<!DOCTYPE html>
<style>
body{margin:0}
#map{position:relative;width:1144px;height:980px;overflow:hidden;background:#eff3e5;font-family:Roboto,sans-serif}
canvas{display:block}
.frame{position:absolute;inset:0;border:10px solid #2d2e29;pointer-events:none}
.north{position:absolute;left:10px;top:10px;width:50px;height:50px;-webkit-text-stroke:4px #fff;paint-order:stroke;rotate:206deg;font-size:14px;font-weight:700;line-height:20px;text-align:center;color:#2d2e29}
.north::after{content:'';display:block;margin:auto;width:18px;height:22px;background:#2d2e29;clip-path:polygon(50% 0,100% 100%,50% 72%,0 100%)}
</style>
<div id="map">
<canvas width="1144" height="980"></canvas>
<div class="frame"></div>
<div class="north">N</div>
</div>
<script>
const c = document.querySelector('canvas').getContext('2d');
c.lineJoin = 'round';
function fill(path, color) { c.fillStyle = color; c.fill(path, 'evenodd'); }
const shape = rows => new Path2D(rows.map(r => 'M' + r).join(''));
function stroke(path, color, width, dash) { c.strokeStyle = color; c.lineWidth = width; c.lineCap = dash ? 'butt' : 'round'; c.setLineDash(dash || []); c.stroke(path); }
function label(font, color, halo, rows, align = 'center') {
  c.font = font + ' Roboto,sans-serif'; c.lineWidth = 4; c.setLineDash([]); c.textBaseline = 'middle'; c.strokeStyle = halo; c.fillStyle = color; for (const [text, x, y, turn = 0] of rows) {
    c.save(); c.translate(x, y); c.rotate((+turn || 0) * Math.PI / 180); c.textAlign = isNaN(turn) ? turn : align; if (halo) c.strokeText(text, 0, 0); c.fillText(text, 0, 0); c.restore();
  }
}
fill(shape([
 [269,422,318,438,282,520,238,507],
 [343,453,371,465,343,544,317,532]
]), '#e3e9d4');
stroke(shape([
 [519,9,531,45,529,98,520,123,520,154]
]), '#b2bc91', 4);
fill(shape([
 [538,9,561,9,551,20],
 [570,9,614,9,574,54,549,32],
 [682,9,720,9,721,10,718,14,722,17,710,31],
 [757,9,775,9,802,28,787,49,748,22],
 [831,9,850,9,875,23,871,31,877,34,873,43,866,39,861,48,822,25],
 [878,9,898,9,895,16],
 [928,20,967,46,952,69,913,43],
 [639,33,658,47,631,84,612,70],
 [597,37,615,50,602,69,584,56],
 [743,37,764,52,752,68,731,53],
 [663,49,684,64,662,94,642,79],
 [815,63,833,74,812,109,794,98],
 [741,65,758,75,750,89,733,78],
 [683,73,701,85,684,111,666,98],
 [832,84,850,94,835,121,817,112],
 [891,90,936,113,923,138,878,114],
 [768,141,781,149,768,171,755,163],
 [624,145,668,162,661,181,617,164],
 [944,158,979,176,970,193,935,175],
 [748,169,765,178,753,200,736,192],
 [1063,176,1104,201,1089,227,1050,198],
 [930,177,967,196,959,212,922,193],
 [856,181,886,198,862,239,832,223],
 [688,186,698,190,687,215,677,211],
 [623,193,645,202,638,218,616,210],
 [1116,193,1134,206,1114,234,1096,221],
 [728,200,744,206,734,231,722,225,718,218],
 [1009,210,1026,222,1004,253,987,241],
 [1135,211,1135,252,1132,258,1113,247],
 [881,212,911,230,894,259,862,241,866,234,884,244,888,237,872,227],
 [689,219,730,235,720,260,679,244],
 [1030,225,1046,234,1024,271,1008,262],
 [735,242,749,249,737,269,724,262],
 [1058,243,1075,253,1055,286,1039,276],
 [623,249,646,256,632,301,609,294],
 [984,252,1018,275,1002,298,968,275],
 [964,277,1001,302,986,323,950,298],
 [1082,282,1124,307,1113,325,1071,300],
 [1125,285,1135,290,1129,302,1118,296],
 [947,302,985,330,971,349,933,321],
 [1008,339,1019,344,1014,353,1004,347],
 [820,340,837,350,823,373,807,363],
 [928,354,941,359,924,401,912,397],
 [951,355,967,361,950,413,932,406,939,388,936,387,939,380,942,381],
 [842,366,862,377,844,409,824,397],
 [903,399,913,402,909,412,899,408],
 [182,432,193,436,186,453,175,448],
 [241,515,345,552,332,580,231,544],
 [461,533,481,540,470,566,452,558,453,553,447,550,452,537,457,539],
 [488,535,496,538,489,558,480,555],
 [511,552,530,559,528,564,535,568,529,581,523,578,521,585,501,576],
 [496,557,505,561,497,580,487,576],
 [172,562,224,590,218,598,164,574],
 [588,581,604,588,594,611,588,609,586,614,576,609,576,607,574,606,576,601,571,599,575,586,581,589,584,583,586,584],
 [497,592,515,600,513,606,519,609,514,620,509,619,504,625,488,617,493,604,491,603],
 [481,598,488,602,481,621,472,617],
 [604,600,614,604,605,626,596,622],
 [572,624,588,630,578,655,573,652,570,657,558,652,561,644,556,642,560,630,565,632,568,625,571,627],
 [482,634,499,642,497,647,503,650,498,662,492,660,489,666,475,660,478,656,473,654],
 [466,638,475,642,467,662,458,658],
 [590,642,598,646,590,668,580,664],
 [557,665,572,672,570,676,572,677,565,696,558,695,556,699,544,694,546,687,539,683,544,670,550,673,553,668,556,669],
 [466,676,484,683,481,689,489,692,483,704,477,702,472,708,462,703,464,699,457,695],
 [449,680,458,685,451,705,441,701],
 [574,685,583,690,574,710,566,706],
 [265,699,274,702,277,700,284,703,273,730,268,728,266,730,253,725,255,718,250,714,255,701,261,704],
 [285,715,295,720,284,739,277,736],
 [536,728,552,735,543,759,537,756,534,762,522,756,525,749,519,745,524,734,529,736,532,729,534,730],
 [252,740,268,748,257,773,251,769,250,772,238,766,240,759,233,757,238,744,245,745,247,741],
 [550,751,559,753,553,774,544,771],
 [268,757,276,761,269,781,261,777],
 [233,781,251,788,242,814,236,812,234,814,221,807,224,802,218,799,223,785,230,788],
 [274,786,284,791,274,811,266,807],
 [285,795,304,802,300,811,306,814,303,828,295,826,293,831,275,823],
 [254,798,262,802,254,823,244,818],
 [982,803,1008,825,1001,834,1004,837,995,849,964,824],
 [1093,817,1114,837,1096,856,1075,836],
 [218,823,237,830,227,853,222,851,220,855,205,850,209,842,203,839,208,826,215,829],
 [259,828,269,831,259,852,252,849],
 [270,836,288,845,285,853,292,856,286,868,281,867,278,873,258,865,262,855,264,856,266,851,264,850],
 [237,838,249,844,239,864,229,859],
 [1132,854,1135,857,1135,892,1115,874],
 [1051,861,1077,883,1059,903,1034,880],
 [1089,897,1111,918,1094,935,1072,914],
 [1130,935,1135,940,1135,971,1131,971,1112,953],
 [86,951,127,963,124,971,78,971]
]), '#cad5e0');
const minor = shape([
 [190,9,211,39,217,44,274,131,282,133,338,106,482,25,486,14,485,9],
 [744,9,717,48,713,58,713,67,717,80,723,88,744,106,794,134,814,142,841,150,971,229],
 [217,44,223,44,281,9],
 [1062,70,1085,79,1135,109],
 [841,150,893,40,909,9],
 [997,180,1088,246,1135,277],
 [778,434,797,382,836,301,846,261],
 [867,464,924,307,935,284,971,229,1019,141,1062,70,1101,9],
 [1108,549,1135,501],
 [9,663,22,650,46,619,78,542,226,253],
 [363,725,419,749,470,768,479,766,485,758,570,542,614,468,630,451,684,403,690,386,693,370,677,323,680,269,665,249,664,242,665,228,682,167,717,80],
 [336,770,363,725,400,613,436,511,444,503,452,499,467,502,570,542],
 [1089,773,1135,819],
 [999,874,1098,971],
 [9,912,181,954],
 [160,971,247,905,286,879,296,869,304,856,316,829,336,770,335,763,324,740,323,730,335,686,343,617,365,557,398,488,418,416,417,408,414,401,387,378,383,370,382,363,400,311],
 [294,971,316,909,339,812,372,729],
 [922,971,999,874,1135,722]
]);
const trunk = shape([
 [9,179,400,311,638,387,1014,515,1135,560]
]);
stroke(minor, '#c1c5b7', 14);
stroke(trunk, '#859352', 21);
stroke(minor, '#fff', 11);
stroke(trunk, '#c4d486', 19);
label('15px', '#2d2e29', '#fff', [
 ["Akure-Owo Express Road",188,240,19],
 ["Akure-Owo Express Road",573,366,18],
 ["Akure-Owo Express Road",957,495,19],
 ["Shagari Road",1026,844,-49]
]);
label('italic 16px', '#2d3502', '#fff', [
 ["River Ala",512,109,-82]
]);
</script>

========================================================================

● EXERCISE BRIEF
Stop after the line containing "const shape = rows": print exactly the lines from the start of the entries above up to it, that line included.

● RESPONSE TO THE TASK
<!DOCTYPE html>
<style>
body{margin:0}
#map{position:relative;width:1144px;height:980px;overflow:hidden;background:#eff3e5;font-family:Roboto,sans-serif}
canvas{display:block}
.frame{position:absolute;inset:0;border:10px solid #2d2e29;pointer-events:none}
.north{position:absolute;left:10px;top:10px;width:50px;height:50px;-webkit-text-stroke:4px #fff;paint-order:stroke;rotate:206deg;font-size:14px;font-weight:700;line-height:20px;text-align:center;color:#2d2e29}
.north::after{content:'';display:block;margin:auto;width:18px;height:22px;background:#2d2e29;clip-path:polygon(50% 0,100% 100%,50% 72%,0 100%)}
</style>
<div id="map">
<canvas width="1144" height="980"></canvas>
<div class="frame"></div>
<div class="north">N</div>
</div>
<script>
const c = document.querySelector('canvas').getContext('2d');
c.lineJoin = 'round';
function fill(path, color) { c.fillStyle = color; c.fill(path, 'evenodd'); }
const shape = rows => new Path2D(rows.map(r => 'M' + r).join(''));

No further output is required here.